[Entries taken from a collection]

- Opening Delimiter -

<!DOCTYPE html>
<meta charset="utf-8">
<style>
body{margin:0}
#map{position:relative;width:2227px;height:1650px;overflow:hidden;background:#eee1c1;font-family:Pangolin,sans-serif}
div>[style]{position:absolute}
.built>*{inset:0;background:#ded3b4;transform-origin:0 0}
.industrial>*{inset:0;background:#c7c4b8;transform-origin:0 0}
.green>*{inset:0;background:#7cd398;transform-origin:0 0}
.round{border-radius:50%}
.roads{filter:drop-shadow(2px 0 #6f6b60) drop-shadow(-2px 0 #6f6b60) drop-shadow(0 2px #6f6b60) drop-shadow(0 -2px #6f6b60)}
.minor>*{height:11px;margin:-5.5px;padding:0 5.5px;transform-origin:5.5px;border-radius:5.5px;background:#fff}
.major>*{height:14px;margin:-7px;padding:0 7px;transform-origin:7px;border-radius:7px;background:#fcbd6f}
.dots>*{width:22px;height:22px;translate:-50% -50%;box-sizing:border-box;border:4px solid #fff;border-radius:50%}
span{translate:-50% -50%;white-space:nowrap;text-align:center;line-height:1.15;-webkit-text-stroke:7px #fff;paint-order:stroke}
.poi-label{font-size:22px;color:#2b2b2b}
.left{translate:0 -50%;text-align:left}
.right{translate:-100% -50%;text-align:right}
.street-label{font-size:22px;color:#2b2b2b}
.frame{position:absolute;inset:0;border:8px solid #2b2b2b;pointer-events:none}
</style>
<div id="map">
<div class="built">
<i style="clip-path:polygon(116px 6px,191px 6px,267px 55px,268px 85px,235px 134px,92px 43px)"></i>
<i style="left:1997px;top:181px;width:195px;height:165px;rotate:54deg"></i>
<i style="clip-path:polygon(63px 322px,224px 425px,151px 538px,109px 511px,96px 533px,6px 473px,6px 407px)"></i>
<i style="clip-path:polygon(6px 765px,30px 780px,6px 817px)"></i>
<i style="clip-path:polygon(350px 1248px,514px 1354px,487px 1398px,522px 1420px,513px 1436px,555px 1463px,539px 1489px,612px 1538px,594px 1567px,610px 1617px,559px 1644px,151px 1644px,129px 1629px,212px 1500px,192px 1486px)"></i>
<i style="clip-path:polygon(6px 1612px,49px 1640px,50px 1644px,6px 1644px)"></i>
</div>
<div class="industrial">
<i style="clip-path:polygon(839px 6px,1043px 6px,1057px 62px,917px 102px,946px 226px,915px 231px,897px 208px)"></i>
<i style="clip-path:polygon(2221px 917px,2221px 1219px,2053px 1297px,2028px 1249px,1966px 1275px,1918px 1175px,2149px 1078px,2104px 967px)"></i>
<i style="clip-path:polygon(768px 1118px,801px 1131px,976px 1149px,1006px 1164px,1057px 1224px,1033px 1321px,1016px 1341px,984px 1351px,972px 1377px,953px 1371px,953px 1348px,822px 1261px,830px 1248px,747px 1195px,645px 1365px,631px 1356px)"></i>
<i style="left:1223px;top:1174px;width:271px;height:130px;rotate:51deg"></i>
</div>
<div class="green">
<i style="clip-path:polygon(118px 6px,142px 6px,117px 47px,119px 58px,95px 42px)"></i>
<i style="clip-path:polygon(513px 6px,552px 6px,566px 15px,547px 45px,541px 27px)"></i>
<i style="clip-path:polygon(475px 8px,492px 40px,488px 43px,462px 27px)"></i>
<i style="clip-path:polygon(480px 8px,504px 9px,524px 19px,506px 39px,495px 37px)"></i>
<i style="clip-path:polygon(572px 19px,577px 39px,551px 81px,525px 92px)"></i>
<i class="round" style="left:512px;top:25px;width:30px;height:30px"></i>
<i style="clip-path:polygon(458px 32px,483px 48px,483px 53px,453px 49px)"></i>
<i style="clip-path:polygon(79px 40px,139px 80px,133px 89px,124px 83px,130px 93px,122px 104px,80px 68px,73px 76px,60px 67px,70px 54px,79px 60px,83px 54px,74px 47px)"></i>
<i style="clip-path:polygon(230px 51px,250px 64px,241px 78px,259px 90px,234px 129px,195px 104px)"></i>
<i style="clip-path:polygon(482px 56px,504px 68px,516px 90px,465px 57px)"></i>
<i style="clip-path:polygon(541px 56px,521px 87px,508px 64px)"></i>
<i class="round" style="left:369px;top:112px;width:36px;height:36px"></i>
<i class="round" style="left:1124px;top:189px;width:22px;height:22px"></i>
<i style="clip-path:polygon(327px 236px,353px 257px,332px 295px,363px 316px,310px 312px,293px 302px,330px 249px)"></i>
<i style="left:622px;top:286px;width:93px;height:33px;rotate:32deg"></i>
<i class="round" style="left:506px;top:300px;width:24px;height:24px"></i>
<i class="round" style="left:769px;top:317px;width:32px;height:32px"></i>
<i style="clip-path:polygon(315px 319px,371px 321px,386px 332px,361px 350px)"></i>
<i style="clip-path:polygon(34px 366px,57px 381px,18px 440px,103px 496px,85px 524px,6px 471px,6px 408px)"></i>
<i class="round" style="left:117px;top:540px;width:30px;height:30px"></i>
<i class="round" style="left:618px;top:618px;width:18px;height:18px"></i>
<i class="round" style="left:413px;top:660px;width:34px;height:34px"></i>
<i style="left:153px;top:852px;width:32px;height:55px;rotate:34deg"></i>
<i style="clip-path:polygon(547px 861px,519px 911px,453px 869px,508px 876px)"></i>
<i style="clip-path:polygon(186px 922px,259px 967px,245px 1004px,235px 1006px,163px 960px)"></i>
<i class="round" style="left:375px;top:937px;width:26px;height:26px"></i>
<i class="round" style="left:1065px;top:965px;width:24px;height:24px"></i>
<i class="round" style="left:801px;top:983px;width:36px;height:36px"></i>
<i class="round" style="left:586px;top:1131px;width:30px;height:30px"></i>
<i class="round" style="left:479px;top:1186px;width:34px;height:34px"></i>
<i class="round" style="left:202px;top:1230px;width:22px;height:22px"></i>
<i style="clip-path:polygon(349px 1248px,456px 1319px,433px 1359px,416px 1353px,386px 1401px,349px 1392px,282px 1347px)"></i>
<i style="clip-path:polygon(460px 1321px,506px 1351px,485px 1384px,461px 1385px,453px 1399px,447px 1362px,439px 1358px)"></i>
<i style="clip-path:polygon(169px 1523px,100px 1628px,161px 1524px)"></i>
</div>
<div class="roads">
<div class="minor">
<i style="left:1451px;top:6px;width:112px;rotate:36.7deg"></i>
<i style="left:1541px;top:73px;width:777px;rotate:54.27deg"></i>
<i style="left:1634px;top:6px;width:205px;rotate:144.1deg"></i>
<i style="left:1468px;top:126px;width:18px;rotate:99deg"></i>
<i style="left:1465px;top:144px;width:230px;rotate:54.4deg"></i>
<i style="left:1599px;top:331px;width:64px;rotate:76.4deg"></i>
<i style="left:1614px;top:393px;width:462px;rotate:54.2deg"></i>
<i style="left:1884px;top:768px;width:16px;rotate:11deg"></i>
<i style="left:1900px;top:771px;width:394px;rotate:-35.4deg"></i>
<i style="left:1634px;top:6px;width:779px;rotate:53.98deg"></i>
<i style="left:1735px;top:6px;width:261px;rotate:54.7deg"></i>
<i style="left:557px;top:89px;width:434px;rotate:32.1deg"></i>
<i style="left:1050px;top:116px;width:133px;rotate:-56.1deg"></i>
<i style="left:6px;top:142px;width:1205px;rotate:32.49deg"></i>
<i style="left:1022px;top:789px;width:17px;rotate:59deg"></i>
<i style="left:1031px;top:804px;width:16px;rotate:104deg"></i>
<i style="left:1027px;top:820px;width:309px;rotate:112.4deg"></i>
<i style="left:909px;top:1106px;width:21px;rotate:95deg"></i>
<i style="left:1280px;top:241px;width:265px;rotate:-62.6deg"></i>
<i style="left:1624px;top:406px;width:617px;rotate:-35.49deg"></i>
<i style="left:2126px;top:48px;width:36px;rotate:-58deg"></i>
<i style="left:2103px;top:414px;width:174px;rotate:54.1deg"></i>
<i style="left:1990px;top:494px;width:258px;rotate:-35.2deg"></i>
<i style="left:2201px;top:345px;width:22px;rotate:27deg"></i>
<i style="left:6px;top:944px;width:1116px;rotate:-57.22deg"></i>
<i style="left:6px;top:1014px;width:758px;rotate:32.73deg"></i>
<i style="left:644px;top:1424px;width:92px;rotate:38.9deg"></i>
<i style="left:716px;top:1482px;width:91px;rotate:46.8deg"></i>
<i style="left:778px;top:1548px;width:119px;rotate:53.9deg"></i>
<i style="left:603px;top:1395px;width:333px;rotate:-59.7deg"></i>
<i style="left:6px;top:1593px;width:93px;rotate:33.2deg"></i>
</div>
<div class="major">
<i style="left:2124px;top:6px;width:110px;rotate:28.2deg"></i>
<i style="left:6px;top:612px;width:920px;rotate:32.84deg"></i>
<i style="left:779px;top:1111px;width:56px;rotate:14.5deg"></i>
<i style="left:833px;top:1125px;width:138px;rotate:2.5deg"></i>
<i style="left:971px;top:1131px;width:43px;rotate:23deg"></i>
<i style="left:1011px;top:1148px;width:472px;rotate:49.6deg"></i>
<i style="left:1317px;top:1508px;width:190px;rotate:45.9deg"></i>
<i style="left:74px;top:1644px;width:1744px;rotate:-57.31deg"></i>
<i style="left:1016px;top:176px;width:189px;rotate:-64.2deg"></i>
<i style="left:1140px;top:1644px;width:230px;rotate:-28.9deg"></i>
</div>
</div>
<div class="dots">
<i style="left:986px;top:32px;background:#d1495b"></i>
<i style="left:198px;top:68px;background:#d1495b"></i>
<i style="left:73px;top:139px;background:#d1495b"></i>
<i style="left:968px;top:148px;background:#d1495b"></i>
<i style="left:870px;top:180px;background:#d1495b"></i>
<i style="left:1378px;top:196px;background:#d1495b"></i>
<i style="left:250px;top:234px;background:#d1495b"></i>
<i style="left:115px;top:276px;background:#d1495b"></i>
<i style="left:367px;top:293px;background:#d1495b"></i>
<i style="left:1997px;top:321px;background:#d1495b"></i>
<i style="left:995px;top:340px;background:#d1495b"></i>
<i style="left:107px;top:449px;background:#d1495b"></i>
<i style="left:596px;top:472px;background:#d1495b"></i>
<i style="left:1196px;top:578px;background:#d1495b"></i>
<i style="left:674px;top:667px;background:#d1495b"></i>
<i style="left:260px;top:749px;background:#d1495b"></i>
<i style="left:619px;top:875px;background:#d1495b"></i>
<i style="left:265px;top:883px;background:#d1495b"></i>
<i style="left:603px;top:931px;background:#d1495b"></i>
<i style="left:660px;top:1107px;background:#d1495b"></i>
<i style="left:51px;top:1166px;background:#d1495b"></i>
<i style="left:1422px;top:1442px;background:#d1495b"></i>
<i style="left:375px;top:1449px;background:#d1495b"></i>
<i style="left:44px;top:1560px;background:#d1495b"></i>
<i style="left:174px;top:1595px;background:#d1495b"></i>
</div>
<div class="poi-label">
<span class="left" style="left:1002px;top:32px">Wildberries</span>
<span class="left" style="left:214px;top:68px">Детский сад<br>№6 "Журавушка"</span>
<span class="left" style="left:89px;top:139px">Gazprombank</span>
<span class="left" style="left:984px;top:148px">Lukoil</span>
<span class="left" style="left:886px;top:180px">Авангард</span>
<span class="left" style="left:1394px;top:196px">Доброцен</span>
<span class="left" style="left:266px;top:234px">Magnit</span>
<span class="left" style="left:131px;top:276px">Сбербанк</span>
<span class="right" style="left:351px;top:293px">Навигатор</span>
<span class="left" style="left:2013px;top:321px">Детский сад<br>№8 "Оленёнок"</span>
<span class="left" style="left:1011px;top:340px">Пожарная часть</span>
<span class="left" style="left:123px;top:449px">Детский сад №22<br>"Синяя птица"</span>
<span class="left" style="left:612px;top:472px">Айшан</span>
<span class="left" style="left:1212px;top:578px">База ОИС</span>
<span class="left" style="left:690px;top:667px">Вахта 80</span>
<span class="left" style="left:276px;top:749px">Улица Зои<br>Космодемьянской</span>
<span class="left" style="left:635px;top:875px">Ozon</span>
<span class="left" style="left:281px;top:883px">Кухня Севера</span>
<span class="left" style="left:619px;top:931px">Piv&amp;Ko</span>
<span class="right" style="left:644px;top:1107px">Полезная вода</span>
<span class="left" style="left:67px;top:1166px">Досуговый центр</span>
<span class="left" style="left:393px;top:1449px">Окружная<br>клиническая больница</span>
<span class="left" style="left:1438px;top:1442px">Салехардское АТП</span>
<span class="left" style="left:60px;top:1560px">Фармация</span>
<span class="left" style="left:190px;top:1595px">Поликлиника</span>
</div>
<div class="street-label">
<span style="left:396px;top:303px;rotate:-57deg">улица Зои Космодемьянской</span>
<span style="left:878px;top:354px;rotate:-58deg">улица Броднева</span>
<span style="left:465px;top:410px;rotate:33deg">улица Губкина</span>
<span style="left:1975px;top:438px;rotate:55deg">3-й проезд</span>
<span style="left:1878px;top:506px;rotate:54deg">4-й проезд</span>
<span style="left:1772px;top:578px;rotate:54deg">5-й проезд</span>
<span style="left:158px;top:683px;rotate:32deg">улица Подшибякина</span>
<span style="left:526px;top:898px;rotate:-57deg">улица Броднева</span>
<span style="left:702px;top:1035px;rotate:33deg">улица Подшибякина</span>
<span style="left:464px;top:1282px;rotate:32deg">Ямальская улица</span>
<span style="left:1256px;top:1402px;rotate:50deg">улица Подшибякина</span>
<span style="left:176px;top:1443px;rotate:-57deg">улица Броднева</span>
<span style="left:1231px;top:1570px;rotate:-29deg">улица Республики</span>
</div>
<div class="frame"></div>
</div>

- Closing Delimiter -

Match on "industrial" and report each line of the data above that has it.

## Response box
.industrial>*{inset:0;background:#c7c4b8;transform-origin:0 0}
<div class="industrial">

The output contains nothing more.